* _Try it_
Reproduce the listing verbatim through the line with "Describe the street".

★ ★ ★ ★ ★ ★ ★

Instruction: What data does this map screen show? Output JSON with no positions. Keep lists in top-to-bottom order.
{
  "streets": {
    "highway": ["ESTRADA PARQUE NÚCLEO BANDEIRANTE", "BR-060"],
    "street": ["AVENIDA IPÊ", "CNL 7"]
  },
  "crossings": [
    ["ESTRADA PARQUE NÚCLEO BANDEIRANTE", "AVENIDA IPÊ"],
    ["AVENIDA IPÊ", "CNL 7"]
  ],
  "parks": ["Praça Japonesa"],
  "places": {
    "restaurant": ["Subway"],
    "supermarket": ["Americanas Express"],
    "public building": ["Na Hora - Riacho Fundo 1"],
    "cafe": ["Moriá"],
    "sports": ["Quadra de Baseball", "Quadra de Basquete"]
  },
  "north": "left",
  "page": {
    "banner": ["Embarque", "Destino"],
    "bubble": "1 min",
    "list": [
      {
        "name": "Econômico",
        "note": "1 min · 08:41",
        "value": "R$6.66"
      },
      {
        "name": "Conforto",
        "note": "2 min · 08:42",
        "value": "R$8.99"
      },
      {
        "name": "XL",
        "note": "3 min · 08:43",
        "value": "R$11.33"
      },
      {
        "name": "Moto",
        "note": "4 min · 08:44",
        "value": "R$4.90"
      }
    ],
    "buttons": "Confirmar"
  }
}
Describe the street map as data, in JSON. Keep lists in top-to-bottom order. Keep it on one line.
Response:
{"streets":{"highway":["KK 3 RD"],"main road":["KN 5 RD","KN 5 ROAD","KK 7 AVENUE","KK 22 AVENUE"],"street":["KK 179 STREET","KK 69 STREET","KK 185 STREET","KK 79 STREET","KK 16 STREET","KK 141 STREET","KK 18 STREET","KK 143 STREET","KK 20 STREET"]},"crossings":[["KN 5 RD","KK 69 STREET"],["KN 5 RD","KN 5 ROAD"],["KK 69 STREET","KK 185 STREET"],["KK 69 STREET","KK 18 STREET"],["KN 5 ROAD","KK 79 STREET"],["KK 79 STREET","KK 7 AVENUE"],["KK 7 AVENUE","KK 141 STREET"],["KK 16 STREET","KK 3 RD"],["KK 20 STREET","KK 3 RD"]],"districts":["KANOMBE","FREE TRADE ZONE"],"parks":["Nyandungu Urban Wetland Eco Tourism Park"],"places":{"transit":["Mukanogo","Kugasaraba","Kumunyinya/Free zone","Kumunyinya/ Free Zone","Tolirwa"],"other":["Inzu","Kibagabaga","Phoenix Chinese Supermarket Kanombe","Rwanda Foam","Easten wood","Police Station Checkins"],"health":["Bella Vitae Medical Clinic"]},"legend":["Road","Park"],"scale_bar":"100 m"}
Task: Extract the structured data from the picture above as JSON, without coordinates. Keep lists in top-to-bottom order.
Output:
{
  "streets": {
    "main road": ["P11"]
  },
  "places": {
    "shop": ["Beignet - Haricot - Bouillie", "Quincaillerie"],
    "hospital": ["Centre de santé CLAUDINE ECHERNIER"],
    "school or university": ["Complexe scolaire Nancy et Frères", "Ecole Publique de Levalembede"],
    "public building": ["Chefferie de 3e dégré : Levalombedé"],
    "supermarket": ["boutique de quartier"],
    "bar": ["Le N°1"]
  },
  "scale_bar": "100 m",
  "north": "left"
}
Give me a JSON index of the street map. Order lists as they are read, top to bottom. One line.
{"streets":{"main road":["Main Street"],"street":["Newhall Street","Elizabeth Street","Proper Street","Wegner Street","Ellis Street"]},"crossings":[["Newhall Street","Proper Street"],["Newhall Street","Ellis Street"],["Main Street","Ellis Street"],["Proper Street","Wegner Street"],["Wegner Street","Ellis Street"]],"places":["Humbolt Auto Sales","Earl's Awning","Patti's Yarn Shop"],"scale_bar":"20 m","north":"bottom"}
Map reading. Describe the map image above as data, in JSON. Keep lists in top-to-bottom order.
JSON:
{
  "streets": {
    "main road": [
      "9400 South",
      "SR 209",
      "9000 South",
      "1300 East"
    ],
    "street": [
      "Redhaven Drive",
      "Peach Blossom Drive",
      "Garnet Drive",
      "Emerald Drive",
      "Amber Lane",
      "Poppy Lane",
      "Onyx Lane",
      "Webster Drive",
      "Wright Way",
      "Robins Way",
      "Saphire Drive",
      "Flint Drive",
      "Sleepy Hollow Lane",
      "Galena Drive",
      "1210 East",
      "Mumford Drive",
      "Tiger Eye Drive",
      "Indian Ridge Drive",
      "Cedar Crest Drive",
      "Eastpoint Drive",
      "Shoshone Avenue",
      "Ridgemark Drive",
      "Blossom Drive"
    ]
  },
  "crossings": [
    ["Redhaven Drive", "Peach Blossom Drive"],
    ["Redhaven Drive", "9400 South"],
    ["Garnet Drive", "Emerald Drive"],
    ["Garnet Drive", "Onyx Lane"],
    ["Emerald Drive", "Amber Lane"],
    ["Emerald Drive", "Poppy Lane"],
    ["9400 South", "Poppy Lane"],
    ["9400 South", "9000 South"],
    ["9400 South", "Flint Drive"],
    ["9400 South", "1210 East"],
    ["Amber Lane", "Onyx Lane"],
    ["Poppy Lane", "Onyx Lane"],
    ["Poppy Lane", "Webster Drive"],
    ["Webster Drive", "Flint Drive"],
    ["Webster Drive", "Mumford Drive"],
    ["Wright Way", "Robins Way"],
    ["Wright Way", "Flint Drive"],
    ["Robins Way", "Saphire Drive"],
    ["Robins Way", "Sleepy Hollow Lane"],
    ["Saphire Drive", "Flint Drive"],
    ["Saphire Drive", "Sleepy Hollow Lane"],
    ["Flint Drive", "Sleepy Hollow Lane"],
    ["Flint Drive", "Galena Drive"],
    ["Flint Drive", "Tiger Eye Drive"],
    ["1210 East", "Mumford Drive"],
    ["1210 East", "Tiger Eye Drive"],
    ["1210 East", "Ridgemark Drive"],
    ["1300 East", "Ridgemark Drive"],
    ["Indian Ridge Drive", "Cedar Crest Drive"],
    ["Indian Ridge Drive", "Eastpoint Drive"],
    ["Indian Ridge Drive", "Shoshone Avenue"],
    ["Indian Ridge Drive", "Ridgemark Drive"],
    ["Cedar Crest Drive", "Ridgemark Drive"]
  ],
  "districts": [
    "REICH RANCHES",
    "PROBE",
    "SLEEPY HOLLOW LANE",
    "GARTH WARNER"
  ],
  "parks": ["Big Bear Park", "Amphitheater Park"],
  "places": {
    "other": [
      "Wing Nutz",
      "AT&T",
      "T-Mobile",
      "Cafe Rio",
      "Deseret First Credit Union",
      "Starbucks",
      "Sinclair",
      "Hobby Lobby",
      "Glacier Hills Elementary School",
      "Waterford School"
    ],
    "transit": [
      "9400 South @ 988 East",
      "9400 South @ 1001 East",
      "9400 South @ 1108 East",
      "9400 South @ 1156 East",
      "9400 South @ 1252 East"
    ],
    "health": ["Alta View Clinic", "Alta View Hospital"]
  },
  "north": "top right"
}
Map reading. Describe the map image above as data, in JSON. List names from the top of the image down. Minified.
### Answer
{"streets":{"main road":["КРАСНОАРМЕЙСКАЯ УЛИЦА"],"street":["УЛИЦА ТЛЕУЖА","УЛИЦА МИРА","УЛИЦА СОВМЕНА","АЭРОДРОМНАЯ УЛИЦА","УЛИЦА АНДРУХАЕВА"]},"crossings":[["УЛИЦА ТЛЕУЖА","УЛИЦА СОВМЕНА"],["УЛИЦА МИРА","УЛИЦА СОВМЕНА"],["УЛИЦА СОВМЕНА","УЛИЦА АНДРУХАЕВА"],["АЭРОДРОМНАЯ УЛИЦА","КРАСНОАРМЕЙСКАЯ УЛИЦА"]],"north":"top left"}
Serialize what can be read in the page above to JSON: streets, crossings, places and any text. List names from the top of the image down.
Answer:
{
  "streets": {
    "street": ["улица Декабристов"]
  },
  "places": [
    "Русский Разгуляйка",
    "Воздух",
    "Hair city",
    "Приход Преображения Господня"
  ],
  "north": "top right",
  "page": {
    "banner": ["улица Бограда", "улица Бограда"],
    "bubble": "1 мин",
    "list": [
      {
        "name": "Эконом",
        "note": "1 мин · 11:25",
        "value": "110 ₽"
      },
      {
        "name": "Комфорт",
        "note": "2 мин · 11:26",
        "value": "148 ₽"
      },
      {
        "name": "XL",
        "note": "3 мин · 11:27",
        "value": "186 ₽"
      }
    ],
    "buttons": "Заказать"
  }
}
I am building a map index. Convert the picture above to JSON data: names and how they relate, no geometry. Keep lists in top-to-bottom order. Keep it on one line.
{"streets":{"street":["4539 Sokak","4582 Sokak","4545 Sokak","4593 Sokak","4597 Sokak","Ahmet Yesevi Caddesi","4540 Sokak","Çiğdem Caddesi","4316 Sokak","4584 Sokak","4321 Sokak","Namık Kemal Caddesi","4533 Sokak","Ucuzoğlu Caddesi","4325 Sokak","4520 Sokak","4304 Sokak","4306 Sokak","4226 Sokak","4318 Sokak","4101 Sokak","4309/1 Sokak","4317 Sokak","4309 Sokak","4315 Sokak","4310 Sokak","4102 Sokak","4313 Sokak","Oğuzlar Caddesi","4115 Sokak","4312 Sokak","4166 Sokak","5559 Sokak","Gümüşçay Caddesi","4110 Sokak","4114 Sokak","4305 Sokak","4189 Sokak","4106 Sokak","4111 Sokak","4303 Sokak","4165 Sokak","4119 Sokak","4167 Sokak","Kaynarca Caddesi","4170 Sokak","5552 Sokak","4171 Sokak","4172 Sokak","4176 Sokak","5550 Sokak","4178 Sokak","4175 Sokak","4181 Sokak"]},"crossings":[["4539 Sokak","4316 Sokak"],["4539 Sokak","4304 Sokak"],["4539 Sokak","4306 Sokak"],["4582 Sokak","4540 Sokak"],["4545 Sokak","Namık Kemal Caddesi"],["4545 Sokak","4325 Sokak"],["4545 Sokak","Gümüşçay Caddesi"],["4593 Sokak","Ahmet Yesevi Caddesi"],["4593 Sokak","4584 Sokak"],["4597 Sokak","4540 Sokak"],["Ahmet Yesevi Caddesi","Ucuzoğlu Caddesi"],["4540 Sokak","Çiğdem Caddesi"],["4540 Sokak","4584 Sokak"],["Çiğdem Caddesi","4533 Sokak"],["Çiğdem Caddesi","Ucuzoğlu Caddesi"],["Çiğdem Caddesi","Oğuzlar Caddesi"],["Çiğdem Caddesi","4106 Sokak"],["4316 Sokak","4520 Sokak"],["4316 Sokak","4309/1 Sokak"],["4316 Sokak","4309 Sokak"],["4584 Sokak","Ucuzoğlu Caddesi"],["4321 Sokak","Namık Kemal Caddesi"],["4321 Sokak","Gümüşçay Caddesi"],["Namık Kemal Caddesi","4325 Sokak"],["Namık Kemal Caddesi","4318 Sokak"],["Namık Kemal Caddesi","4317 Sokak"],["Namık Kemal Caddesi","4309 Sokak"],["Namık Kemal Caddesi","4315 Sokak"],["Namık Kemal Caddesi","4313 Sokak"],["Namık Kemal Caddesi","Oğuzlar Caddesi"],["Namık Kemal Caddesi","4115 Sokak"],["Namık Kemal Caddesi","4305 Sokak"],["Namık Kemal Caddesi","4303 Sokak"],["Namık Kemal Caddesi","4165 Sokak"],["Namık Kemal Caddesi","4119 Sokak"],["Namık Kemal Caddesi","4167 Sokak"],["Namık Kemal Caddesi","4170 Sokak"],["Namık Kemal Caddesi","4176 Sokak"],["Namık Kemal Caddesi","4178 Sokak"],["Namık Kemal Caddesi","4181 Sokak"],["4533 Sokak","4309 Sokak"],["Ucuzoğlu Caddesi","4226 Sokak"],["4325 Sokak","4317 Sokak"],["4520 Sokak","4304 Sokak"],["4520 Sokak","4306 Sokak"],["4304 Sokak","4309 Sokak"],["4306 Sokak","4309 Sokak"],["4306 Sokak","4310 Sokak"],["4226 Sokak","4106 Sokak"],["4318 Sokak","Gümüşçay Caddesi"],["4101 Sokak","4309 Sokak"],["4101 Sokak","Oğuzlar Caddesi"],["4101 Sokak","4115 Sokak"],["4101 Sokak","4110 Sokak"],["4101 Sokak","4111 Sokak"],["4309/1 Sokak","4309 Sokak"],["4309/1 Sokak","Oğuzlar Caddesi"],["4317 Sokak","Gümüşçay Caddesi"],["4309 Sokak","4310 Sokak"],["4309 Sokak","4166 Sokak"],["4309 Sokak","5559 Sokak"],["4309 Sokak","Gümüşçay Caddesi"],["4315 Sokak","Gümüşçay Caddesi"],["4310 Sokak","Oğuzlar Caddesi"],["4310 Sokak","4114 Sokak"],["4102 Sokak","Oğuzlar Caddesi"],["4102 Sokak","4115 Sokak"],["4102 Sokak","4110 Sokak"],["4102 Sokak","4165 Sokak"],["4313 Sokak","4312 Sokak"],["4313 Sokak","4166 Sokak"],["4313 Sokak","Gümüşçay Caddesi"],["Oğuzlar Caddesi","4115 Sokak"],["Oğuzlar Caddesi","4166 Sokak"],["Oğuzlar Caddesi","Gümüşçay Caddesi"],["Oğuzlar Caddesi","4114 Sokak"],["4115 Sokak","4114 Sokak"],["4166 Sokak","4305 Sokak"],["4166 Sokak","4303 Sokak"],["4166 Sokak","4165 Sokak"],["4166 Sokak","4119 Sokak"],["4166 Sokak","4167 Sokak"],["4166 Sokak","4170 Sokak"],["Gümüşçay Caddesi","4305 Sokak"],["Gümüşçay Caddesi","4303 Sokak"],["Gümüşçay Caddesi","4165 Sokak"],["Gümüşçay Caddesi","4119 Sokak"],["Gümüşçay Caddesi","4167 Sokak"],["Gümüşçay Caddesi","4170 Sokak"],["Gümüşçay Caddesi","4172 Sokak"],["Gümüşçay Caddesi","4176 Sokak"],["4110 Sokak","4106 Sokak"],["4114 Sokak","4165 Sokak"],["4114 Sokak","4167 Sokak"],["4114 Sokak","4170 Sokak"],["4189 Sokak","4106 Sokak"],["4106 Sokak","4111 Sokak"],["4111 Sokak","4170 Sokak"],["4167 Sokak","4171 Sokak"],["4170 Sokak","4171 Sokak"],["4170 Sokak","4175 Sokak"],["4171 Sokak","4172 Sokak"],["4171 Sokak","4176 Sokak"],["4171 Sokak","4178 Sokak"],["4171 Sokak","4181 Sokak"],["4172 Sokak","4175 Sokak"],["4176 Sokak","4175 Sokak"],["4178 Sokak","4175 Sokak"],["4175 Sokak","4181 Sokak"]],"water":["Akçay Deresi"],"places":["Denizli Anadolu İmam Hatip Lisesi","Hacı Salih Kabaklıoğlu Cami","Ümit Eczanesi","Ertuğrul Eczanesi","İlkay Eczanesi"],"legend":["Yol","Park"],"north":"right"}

★ ★ ★ ★ ★ ★ ★

* _Reply_
Instruction: What data does this map screen show? Output JSON with no positions. Keep lists in top-to-bottom order.
{
  "streets": {
    "highway": ["ESTRADA PARQUE NÚCLEO BANDEIRANTE", "BR-060"],
    "street": ["AVENIDA IPÊ", "CNL 7"]
  },
  "crossings": [
    ["ESTRADA PARQUE NÚCLEO BANDEIRANTE", "AVENIDA IPÊ"],
    ["AVENIDA IPÊ", "CNL 7"]
  ],
  "parks": ["Praça Japonesa"],
  "places": {
    "restaurant": ["Subway"],
    "supermarket": ["Americanas Express"],
    "public building": ["Na Hora - Riacho Fundo 1"],
    "cafe": ["Moriá"],
    "sports": ["Quadra de Baseball", "Quadra de Basquete"]
  },
  "north": "left",
  "page": {
    "banner": ["Embarque", "Destino"],
    "bubble": "1 min",
    "list": [
      {
        "name": "Econômico",
        "note": "1 min · 08:41",
        "value": "R$6.66"
      },
      {
        "name": "Conforto",
        "note": "2 min · 08:42",
        "value": "R$8.99"
      },
      {
        "name": "XL",
        "note": "3 min · 08:43",
        "value": "R$11.33"
      },
      {
        "name": "Moto",
        "note": "4 min · 08:44",
        "value": "R$4.90"
      }
    ],
    "buttons": "Confirmar"
  }
}
Describe the street map as data, in JSON. Keep lists in top-to-bottom order. Keep it on one line.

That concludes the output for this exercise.